OP2GS: Object-Aware 3D Gaussian Splatting with Dual-Opacity Primitives
2026-05-19 • Computer Vision and Pattern Recognition
Computer Vision and Pattern Recognition
AI summaryⓘ
AI summary is being generated…
Authors
Guiyu Liu, Niklas Vaara, Janne Mustaniemi, Juho Kannala, Janne Heikkilä
Abstract
3D Gaussian Splatting (3DGS) provides an explicit and efficient scene representation, but its primitives lack inherent object-level identity, hindering downstream tasks such as open-vocabulary scene understanding. Existing methods typically address this by either distilling high-dimensional feature embeddings into Gaussians or by lifting 2D mask labels into 3D via heuristic refinement. However, feature-based approaches incur heavy storage and decoding overhead, while lifting-based pipelines remain vulnerable to label contamination: Gaussians necessary for appearance reconstruction often receive incorrect object labels during 2D-to-3D projection. We propose OP2GS, an object-aware Gaussian representation that augments each primitive with an explicit instance identity and a dedicated instance opacity $σ^{*}$ for object-mask rendering. The original opacity $σ$ remains responsible for visual reconstruction, while $σ^{*}$ models whether a Gaussian should contribute to a particular object mask. This dual-opacity formulation decouples visual existence from instance occupancy: mislabeled Gaussians can remain available for image rendering while becoming transparent in the object-mask branch.
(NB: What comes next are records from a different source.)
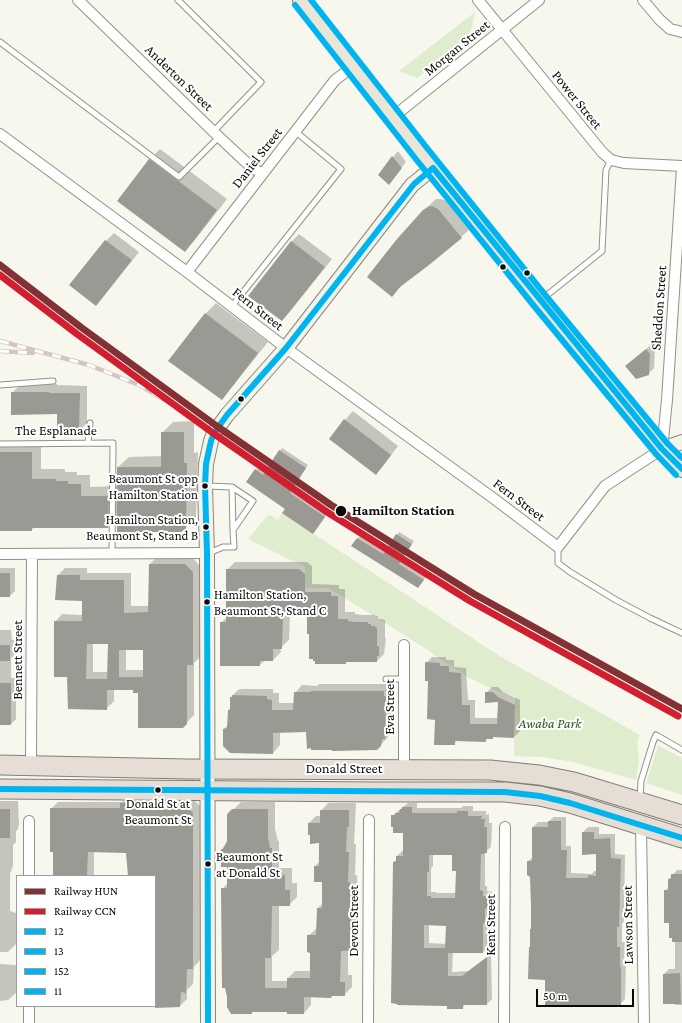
<!DOCTYPE html>
<html>
<head>
<meta charset="utf-8">
<style>
  body { margin:0 }
  #map { position:relative; width:682px; height:1023px; overflow:hidden; background:#f8f7ed; font-family:"Crimson Pro",serif }
  canvas { display:block }
  .legend { position:absolute; left:16px; top:875px; width:140px; height:132px; box-sizing:border-box; background:#fff; border:1px solid #9d9d9d; margin:0; padding:5px 7px; list-style:none; font-size:12px; color:#0a0a0a }
  .legend li { display:flex; align-items:center; gap:8px; height:20px }
  .legend b { width:20px; border:1px solid #9d9d9d }
  .scale { position:absolute; left:536px; top:989px; width:98px; height:18px; box-sizing:border-box; border:2px solid #0a0a0a; border-top:0; padding-left:5px; font-size:12px; line-height:14px; white-space:nowrap; color:#0a0a0a; -webkit-text-stroke:3px #fff; paint-order:stroke }
</style>
</head>
<body>
<div id="map">
<canvas width="682" height="1023"></canvas>
<ul class="legend">
<li><b style="height:5px;background:#833134"></b>Railway HUN</li>
<li><b style="height:5px;background:#d11f2f"></b>Railway CCN</li>
<li><b style="height:5px;background:#00b5ef"></b>12</li>
<li><b style="height:5px;background:#00b5ef"></b>13</li>
<li><b style="height:5px;background:#00b5ef"></b>152</li>
<li><b style="height:5px;background:#00b5ef"></b>11</li>
</ul>
<div class="scale">50 m</div>
</div>
<script>
const ctx = document.querySelector('canvas').getContext('2d');
ctx.lineJoin = 'round';
function paint(path, color) { ctx.fillStyle = color; ctx.fill(path, 'evenodd'); }
const poly = rows => new Path2D(rows.map(r => 'M' + r).join(''));
function stroke(path, color, width, dash) { ctx.strokeStyle = color; ctx.lineWidth = width; ctx.lineCap = dash ? 'butt' : 'round'; ctx.setLineDash(dash || []); ctx.stroke(path); }
function write(font, color, halo, rows, align = 'center') {
  ctx.font = font + ' "Crimson Pro",serif'; ctx.lineWidth = 4; ctx.setLineDash([]); ctx.textBaseline = 'middle'; ctx.strokeStyle = halo; ctx.fillStyle = color; for (const [text, x, y, turn = 0] of rows) {
    ctx.save(); ctx.translate(x, y); ctx.rotate((+turn || 0) * Math.PI / 180); ctx.textAlign = isNaN(turn) ? turn : align; if (halo) ctx.strokeText(text, 0, 0); ctx.fillText(text, 0, 0); ctx.restore();
  }
}
paint(poly([
  [475,12,470,36,417,78,399,71],
  [282,513,498,655,640,735,637,743,639,760,636,780,573,762,542,757,514,756,515,696,497,691,469,678,423,647,329,588,305,588,305,567,248,539,267,516,270,515,278,520],
  [658,745,682,758,682,795,646,783]
]), '#dfedce');
paint(poly([
  [160,149,227,199,195,240,185,251,149,160],
  [398,151,406,162,389,183,379,175],
  [436,199,441,199,446,201,469,230,461,237,404,283,392,296,423,211],
  [114,233,139,252,104,296,96,304,106,241],
  [299,234,332,259,289,313,282,320,249,296,292,241],
  [216,303,268,342,232,387,221,398,205,314],
  [652,344,655,349,654,368,648,374,626,366],
  [57,384,57,385,87,386,87,423,79,431,58,413,12,393,20,385],
  [353,411,398,446,384,465,376,473,345,420],
  [194,421,194,453,198,452,196,517,185,528,118,517,108,527,35,527,31,530,0,530,0,442,41,442,41,469,65,469,65,472,77,472,77,475,90,475,90,487,118,486,118,467,129,457,162,456,162,433,173,422],
  [282,448,308,465,291,490,326,515,315,531,287,508,256,470,258,468,265,473],
  [399,532,414,541,401,561,426,577,418,587,352,546,360,536,385,552],
  [157,557,192,557,199,565,200,657,194,663,194,715,182,727,134,689,114,689,114,701,106,709,68,676,55,622,62,614,83,615,83,600,58,575,65,568,87,568,87,573,131,573,131,606,150,606,150,564],
  [93,643,109,643,108,672,93,672],
  [126,649,144,649,144,670,126,670],
  [235,562,307,562,312,566,312,584,339,585,339,589,345,589,345,612,355,612,355,614,363,615,375,615,375,616,378,616,378,619,383,619,383,620,385,620,385,638,386,638,384,654,377,661,347,661,345,663,316,660,310,633,308,613,290,613,289,640,280,648,281,652,273,660,265,660,260,665,221,623,227,617,227,570],
  [0,568,15,568,15,591,10,596,0,596],
  [0,630,11,630,12,640,14,640,14,655,11,658,11,678,15,678,16,680,16,719,11,724,0,724],
  [432,657,446,657,446,660,454,660,454,667,466,668,468,700,475,700,475,718,498,718,499,701,486,693,492,687,498,687,503,692,520,700,520,731,514,737,494,736,492,738,488,738,486,740,457,740,454,744,436,719,426,663],
  [319,684,391,684,391,690,392,690,392,730,388,734,388,737,377,749,307,731,280,732,280,745,273,753,224,729,228,725,228,710,231,708,231,697,238,690,241,689,273,689,273,693,279,693,279,703,295,703,295,693,302,685,317,686],
  [128,796,150,796,150,802,169,802,174,796,190,796,200,806,200,960,194,967,193,984,187,990,187,999,180,1006,109,1007,155,1006,155,876,129,876,129,831,94,851,94,876,55,876,51,809,58,802,122,802],
  [0,801,18,801,19,824,18,829,16,831,16,842,13,845,13,866,10,874,10,911,16,913,16,944,8,952,0,952],
  [241,802,275,802,275,829,278,841,279,841,279,868,292,868,292,883,297,883,297,897,289,905,279,905,279,950,272,956,272,981,288,981,288,978,295,971,311,971,311,952,308,936,317,928,318,908,323,903,323,881,315,866,320,861,320,842,309,823,316,816,321,816,321,811,328,803,356,803,354,844,356,844,355,875,357,875,359,924,357,925,357,943,348,950,348,975,352,975,352,987,344,995,311,997,311,1005,304,1013,288,1011,253,1011,252,1013,222,889,228,883,228,866,222,849,228,841,228,815],
  [408,803,417,803,417,808,461,808,463,806,473,806,473,811,486,811,486,815,489,814,489,823,492,823,491,847,485,852,485,886,487,886,487,891,492,892,492,903,489,905,489,917,488,918,488,947,483,952,453,952,452,972,468,971,491,954,492,999,487,1004,466,1004,462,1008,448,1005,398,1004,394,862,397,860,397,856,402,851,404,851,404,832,392,816],
  [433,854,453,854,457,870,456,893,436,893,436,892,431,892,431,868,433,866],
  [429,924,447,925,446,944,429,943],
  [554,817,566,817,566,846,571,846,571,873,592,874,594,871,597,871,597,853,583,832,588,827,599,827,599,834,615,834,615,854,625,855,624,921,622,924,622,942,625,942,624,962,626,962,625,999,620,1004,578,1004,576,1006,546,979,531,946,531,877,528,861,533,857,533,827,538,822,548,822],
  [677,870,682,870,682,1005,675,1005,664,974,669,969,675,969,675,941,670,922,665,891,669,887,669,879],
  [0,964,16,965,17,992,8,1000,0,1001]
]), '#0003');
paint(poly([
  [392,156,402,168,389,185,378,175],
  [149,159,217,210,185,252,117,201],
  [432,206,438,209,462,238,429,265,400,287,392,297,367,277,397,239,423,210,428,207],
  [105,240,132,260,96,306,69,285],
  [291,241,325,267,282,321,248,296],
  [205,313,258,353,222,400,168,361],
  [646,349,650,354,649,375,636,379,625,366],
  [11,392,49,392,49,393,80,393,79,432,57,432,57,414,11,415],
  [344,419,391,455,376,475,329,439],
  [161,432,184,432,184,463,187,463,186,529,181,532,117,532,117,467,161,467],
  [279,450,306,468,290,493,325,517,313,534,282,513,285,509,246,482,255,469,263,475],
  [0,452,32,452,32,479,56,479,56,481,68,481,68,484,81,484,81,496,109,496,108,528,32,528,32,531,0,531],
  [396,534,412,544,399,564,424,580,418,588,351,546,357,538,383,554],
  [149,564,185,564,193,572,193,665,187,665,187,724,183,728,138,728,138,693,133,693,133,690,107,690,107,710,68,709,67,677,54,677,54,621,82,621,82,601,55,600,57,575,80,575,80,580,124,580,124,613,148,612],
  [87,644,108,644,107,679,86,679],
  [119,650,143,650,143,677,119,677],
  [226,569,299,569,305,574,305,592,331,592,331,596,338,596,338,619,348,619,348,621,355,622,368,622,368,624,371,624,371,626,375,626,376,628,377,627,377,646,379,646,379,656,377,656,377,662,346,662,346,664,315,664,315,661,313,661,313,659,309,659,309,634,307,634,307,614,283,614,282,649,273,649,273,661,260,661,260,666,220,666,220,622,226,622],
  [0,573,10,573,10,597,0,597],
  [0,645,10,645,10,661,0,661],
  [425,662,440,663,440,666,449,666,449,672,461,673,462,705,470,705,470,724,497,724,498,702,485,703,485,692,493,692,498,697,515,705,514,738,493,737,493,739,486,739,486,742,455,741,455,745,434,745,435,720,427,719,428,681,425,681],
  [0,683,11,683,11,725,0,725],
  [311,691,384,691,384,696,386,696,385,739,382,739,381,746,377,750,332,751,332,750,311,750,311,748,307,749,306,732,273,733,273,754,230,753,223,746,223,729,227,728,228,710,230,710,230,697,232,697,232,695,267,696,267,699,272,700,272,710,293,710,294,692,311,692],
  [120,803,143,803,143,809,166,809,166,803,182,803,193,813,193,969,187,969,186,993,181,992,180,1007,155,1008,155,876,128,876,126,853,88,852,87,876,53,876,53,852,50,852,50,808,120,808],
  [402,807,412,807,412,813,457,813,457,811,468,811,468,816,482,816,481,819,485,819,484,827,487,827,487,853,484,853,485,854,481,854,480,890,483,891,483,896,488,896,487,909,485,908,485,923,483,923,483,953,448,953,448,976,462,976,487,957,487,1005,463,1005,463,1009,447,1009,447,1006,397,1005,397,1004,391,1003,393,862,396,861,396,856,403,856,403,833,393,833,393,827,391,827,391,815,395,815,395,813,399,813,400,809,402,809],
  [429,855,452,855,452,871,456,871,455,898,431,898,431,896,427,896,427,872,429,872],
  [424,925,446,926,445,948,424,948],
  [0,809,10,809,10,838,0,838],
  [232,809,268,809,268,837,270,848,272,848,272,876,285,875,285,890,290,890,290,906,272,906,271,958,265,958,265,988,287,988,287,978,310,978,310,953,307,952,307,935,316,935,317,908,322,908,322,882,314,882,314,866,319,866,319,843,310,844,310,835,308,835,308,823,320,823,320,810,349,810,349,827,347,827,346,852,349,852,348,882,350,882,351,932,350,932,350,951,341,951,340,982,345,982,345,996,332,996,331,998,304,997,304,1014,287,1014,287,1012,252,1012,252,1014,231,1014,227,1007,227,997,225,988,222,988,221,888,227,888,227,867,221,867,221,849,223,849,227,841,227,814],
  [548,821,561,821,561,850,567,850,566,878,588,878,588,875,596,876,596,854,582,855,582,832,594,832,594,839,610,838,611,858,621,859,619,927,617,927,617,947,620,947,620,967,621,967,621,1005,576,1005,576,1007,545,1006,545,980,528,979,529,947,530,947,530,929,531,929,531,906,530,877,527,875,527,861,532,861,532,827,548,827],
  [671,874,682,874,682,942,672,942,672,938,669,938,669,923,664,923,664,890,668,890,668,879,671,879],
  [680,973,681,1004,663,1004,663,974]
]), '#9a9993');
const lane = poly([
  [178,0,261,82,213,132],
  [0,42,179,177,219,137],
  [541,300,602,251,606,170,611,160],
  [232,306,341,169,296,132],
  [0,385,53,381],
  [88,443,90,423],
  [0,444,113,443,112,554],
  [206,486,232,487,253,501,233,530,234,547,223,547,209,553],
  [232,487,233,530],
  [558,547,558,563,570,572,616,600,650,618,682,633],
  [386,679,404,679],
  [640,799,641,781,653,742,656,735,682,750]
]);
const street = poly([
  [78,0,219,137,249,165,262,174],
  [478,0,602,152,611,160,624,163,682,166],
  [643,0,659,19,670,29,682,32],
  [393,117,539,0],
  [0,134,187,272,286,348,493,498,558,547,605,486,662,449,667,400,682,168],
  [187,272,335,80,354,66],
  [0,554,207,553],
  [31,765,32,554],
  [404,770,404,645],
  [641,826,644,1023],
  [29,876,29,821],
  [29,1023,29,1006],
  [368,1023,369,820],
  [504,1023,505,827]
]);
const secondary = poly([
  [662,449,682,442],
  [208,1023,207,553,205,486,206,464,211,441,214,433,227,415,286,348,412,185,433,168]
]);
const primary = poly([
  [301,0,421,153,540,301,662,449,682,469]
]);
const highway = poly([
  [0,765,187,769,490,770,539,775,574,782,682,815],
  [0,789,378,792,505,792,540,796,570,803,682,838]
]);
stroke(lane, '#91918c', 7);
stroke(street, '#91918c', 12);
stroke(secondary, '#888783', 16);
stroke(primary, '#7e7e7a', 18);
stroke(highway, '#7e7e7a', 21);
stroke(lane, '#fefefc', 5);
stroke(street, '#fefefc', 10);
stroke(secondary, '#f3f3e8', 14);
stroke(primary, '#e9e6d8', 16);
stroke(highway, '#e6ded4', 19);
const rail = poly([
  [0,341,89,365,139,385,177,407],
  [0,351,33,353]
]);
stroke(rail, '#d4c5c3', 4.5);
stroke(rail, '#fff', 3, [9]);
stroke(poly([
  [0,789,505,792,540,796,570,803,682,838]
]), '#00b5ef', 6);
stroke(poly([
  [208,1023,207,553,205,486,206,464,211,441,214,433,227,415,286,348,414,184,433,168,662,449,682,469]
]), '#00b5ef', 6);
stroke(poly([
  [295,5,415,158,534,306,656,454,676,475]
]), '#00b5ef', 6);
stroke(poly([
  [311,0,427,148,546,296,668,444,682,458]
]), '#00b5ef', 6);
stroke(poly([
  [0,265,82,328,218,427,331,505,474,594,682,709]
]), '#833134', 7);
stroke(poly([
  [0,275,77,334,213,433,327,512,470,601,678,716]
]), '#d11f2f', 7);
for (const [x, y, r, color] of [
  [503,267,3.5,"#0a0a0a"],
  [527,273,3.5,"#0a0a0a"],
  [241,399,3.5,"#0a0a0a"],
  [205,486,3.5,"#0a0a0a"],
  [341,511,6,"#0a0a0a"],
  [206,527,3.5,"#0a0a0a"],
  [207,602,3.5,"#0a0a0a"],
  [158,790,3.5,"#0a0a0a"],
  [208,864,3.5,"#0a0a0a"]
]) { const dot = new Path2D(); dot.arc(x, y, r, 0, 2 * Math.PI); ctx.fillStyle = color; ctx.fill(dot); stroke(dot, '#fff', 1.5); }
write('13px', '#0a0a0a', '#fff', [
  ["Beaumont St opp",198,479],
  ["Hamilton Station",198,495],
  ["Hamilton Station,",198,520],
  ["Beaumont St, Stand B",198,536],
  ["Hamilton Station,",214,595,"left"],
  ["Beaumont St, Stand C",214,611,"left"],
  ["Donald St at",158,804,"center"],
  ["Beaumont St",158,820,"center"],
  ["Beaumont St",216,857,"left"],
  ["at Donald St",216,873,"left"]
], 'right');
write('14px', '#0a0a0a', '#fff', [
  ["Morgan Street",457,48,-39],
  ["Anderton Street",179,78,44],
  ["Power Street",577,100,51],
  ["Daniel Street",257,158,-52],
  ["Sheddon Street",659,308,-86],
  ["Fern Street",258,309,38],
  ["The Esplanade",56,431],
  ["Fern Street",519,500,37],
  ["Bennett Street",18,660,-90],
  ["Eva Street",390,707,-90],
  ["Donald Street",344,769],
  ["Devon Street",354,921,-90],
  ["Kent Street",491,925,-90],
  ["Lawson Street",628,925,-91]
]);
write('bold 14px', '#0a0a0a', '#fff', [
  ["Hamilton Station",352,511]
], 'left');
write('italic 14px', '#295b20', '#fff', [
  ["Awaba Park",550,724]
]);
</script>
</body>
</html>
To learn this representation, we introduce a random object loss that optimizes the 1D instance occupancy field using the standard transmittance-based visibility of 3DGS. Semantic descriptors are then attached at the object level through multi-view aggregation, eliminating per-Gaussian feature storage. Compared with feature-training approaches, OP2GS achieves competitive open-vocabulary performance while significantly reducing computational overhead. Compared with training-free pipelines, it leverages physically consistent occupancy learning to resolve visibility ambiguities.